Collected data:
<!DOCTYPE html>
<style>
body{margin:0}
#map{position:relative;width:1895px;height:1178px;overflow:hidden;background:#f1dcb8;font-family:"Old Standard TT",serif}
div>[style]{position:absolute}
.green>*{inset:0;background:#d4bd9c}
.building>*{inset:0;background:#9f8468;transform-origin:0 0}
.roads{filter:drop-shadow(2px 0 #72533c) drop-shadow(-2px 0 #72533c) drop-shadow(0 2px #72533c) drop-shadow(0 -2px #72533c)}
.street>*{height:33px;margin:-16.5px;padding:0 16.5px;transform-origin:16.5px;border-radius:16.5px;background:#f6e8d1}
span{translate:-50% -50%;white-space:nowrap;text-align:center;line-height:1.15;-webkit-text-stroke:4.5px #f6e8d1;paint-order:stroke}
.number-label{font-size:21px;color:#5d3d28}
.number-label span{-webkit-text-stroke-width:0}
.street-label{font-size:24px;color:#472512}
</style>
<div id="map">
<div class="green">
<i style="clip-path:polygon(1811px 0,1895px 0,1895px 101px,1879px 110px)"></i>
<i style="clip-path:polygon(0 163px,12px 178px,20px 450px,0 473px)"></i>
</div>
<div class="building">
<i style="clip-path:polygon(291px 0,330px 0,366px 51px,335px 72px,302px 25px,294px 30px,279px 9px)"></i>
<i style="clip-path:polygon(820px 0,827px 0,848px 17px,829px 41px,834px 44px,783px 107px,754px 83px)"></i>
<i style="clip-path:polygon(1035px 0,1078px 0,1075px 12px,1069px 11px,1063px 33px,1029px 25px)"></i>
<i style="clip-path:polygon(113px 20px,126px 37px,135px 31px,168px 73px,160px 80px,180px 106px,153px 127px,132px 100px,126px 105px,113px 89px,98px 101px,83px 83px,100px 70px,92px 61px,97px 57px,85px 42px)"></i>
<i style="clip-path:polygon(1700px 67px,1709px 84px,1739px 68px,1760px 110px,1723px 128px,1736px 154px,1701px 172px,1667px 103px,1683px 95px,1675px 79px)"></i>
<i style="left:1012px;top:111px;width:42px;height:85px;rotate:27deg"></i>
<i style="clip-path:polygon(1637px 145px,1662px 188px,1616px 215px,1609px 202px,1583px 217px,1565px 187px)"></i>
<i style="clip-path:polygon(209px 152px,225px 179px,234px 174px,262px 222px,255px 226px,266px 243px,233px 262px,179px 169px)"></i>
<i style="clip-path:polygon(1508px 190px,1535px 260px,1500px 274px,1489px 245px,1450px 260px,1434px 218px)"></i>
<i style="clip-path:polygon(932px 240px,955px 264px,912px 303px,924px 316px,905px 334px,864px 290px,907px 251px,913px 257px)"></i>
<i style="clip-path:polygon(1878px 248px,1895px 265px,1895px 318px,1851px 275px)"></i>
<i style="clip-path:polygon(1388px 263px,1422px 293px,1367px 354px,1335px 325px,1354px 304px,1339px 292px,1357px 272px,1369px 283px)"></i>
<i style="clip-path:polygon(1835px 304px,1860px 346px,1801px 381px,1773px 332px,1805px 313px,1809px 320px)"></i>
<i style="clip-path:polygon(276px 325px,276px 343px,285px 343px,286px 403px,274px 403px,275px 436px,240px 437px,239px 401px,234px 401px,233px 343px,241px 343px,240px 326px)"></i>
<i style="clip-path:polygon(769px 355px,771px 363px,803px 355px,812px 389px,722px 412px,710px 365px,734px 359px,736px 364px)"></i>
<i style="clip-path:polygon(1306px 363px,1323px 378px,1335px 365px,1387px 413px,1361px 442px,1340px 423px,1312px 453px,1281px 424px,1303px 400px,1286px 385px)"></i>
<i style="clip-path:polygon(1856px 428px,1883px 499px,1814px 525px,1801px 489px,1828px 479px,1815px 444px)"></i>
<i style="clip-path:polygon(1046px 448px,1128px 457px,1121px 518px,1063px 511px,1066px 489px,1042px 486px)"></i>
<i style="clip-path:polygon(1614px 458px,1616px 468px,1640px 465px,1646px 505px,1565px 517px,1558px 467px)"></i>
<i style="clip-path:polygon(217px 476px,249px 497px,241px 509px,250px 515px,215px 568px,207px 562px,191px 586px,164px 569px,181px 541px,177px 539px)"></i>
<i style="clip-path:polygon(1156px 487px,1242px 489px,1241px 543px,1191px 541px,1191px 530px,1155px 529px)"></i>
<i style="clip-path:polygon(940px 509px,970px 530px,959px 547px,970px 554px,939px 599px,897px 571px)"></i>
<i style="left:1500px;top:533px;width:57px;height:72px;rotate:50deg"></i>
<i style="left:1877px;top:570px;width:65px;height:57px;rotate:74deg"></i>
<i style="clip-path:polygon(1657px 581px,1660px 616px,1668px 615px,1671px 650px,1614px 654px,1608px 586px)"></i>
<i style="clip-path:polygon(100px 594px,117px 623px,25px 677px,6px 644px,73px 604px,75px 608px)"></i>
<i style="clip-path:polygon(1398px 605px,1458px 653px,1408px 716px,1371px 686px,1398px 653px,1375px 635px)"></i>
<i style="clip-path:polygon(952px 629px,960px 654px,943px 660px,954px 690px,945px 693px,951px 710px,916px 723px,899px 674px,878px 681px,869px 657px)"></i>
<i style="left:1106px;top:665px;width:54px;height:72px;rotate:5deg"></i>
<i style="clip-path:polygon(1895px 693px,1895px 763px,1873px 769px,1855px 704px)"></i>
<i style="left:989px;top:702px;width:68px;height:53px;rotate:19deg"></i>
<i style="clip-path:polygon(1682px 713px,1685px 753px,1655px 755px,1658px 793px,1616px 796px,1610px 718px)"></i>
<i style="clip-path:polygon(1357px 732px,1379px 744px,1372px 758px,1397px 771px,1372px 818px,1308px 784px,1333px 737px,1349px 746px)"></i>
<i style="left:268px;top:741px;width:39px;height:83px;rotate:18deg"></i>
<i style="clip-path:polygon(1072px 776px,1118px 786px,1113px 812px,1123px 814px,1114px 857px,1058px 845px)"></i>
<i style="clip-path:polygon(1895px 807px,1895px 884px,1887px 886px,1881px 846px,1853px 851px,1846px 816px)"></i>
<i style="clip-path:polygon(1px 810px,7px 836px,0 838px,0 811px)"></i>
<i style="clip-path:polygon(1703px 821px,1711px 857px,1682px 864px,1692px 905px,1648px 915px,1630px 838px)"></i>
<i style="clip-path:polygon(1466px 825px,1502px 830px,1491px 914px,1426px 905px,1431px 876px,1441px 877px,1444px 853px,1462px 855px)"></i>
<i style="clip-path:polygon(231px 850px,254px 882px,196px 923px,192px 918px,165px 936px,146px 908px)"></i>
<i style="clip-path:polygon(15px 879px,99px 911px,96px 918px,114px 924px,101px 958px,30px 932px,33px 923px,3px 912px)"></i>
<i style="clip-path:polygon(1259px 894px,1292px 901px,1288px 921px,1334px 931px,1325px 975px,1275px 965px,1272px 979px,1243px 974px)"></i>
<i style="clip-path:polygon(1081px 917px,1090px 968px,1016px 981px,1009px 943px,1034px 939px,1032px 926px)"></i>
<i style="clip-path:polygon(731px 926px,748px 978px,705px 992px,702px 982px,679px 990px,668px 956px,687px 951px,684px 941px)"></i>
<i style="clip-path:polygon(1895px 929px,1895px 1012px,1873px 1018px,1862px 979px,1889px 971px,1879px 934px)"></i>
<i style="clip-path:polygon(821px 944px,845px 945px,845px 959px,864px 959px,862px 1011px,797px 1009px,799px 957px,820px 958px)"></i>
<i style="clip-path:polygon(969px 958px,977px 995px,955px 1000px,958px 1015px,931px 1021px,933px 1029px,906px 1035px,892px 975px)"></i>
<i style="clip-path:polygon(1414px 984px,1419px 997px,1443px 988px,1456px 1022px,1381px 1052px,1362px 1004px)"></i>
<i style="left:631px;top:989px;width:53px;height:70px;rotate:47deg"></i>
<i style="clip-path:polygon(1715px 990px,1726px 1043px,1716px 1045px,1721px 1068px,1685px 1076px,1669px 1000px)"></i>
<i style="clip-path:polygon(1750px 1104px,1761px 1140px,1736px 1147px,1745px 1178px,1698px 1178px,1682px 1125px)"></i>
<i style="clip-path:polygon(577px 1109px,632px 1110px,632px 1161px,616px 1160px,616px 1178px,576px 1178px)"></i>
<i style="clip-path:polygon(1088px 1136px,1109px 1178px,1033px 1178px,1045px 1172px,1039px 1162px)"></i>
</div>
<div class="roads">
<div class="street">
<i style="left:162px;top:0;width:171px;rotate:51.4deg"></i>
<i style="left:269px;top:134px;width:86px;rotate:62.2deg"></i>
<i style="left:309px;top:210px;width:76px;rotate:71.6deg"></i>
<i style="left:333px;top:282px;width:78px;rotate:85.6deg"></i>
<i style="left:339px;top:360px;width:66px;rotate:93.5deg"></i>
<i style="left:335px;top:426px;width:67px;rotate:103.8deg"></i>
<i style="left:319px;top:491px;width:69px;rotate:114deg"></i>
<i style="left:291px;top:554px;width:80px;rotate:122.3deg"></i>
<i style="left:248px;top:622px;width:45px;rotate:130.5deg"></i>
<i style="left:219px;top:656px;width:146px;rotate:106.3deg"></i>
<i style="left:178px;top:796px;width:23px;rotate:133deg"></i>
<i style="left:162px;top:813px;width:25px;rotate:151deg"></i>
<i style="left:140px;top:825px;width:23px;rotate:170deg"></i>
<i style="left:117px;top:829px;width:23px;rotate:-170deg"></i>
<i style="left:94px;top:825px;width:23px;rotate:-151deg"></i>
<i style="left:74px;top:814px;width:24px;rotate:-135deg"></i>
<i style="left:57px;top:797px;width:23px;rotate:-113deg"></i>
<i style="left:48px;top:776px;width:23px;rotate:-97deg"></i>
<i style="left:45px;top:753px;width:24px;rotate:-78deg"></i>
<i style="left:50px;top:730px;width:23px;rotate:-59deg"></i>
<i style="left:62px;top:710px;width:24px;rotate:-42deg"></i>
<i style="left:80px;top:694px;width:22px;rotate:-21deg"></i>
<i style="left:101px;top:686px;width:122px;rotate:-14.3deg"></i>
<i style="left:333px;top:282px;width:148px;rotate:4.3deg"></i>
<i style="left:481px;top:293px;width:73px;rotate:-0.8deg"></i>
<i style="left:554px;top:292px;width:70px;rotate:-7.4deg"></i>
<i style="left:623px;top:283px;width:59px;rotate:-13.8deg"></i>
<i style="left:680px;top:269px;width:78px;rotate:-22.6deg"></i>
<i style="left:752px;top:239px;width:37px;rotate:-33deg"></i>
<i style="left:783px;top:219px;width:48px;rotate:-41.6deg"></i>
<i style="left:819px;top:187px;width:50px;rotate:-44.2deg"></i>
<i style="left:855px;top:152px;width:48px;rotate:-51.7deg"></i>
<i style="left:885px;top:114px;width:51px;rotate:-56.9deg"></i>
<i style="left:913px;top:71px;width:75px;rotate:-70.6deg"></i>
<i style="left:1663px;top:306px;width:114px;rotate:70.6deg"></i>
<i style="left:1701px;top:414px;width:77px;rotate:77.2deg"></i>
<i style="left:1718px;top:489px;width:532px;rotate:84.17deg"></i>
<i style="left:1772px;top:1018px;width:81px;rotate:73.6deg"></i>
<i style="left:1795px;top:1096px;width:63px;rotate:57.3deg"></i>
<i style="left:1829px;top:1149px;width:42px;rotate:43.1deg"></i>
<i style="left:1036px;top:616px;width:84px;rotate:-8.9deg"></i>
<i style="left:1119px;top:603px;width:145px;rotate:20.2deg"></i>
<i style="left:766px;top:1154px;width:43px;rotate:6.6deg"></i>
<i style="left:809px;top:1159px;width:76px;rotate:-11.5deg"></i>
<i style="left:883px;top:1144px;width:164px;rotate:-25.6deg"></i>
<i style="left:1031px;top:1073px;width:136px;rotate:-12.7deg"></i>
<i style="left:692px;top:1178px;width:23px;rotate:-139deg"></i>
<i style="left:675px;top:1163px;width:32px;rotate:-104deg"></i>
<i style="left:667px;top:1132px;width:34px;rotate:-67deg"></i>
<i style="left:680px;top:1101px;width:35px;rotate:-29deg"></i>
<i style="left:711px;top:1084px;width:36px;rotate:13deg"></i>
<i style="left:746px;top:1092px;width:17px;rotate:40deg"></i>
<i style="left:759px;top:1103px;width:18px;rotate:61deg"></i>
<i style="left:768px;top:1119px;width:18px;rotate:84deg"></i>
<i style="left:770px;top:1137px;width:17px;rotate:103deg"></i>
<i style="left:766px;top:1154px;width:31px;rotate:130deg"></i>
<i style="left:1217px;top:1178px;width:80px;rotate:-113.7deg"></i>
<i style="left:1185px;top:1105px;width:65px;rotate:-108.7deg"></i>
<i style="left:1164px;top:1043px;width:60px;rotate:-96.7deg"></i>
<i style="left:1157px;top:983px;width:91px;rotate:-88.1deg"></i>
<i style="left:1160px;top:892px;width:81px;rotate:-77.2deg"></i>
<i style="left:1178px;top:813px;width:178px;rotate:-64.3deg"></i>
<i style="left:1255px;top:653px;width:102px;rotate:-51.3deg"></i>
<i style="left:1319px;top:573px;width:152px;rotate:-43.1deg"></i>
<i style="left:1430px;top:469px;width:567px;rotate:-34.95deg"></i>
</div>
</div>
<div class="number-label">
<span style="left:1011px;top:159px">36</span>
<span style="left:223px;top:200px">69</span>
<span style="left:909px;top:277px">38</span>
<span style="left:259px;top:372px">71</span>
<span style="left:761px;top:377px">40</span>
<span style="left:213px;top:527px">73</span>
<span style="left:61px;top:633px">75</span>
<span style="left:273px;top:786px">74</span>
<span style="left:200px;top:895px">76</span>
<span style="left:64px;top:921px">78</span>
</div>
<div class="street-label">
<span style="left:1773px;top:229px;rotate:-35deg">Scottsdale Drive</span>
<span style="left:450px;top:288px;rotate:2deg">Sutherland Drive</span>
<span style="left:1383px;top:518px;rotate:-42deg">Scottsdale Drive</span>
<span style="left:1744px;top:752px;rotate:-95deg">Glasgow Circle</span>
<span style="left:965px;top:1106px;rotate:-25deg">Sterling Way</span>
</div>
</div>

| Work required |
Only the lines from the first line of the records through the line with "0 #72533c) drop-shadow(-2px" should be reproduced, exactly and with nothing added.

| Output for this task |
<!DOCTYPE html>
<style>
body{margin:0}
#map{position:relative;width:1895px;height:1178px;overflow:hidden;background:#f1dcb8;font-family:"Old Standard TT",serif}
div>[style]{position:absolute}
.green>*{inset:0;background:#d4bd9c}
.building>*{inset:0;background:#9f8468;transform-origin:0 0}
.roads{filter:drop-shadow(2px 0 #72533c) drop-shadow(-2px 0 #72533c) drop-shadow(0 2px #72533c) drop-shadow(0 -2px #72533c)}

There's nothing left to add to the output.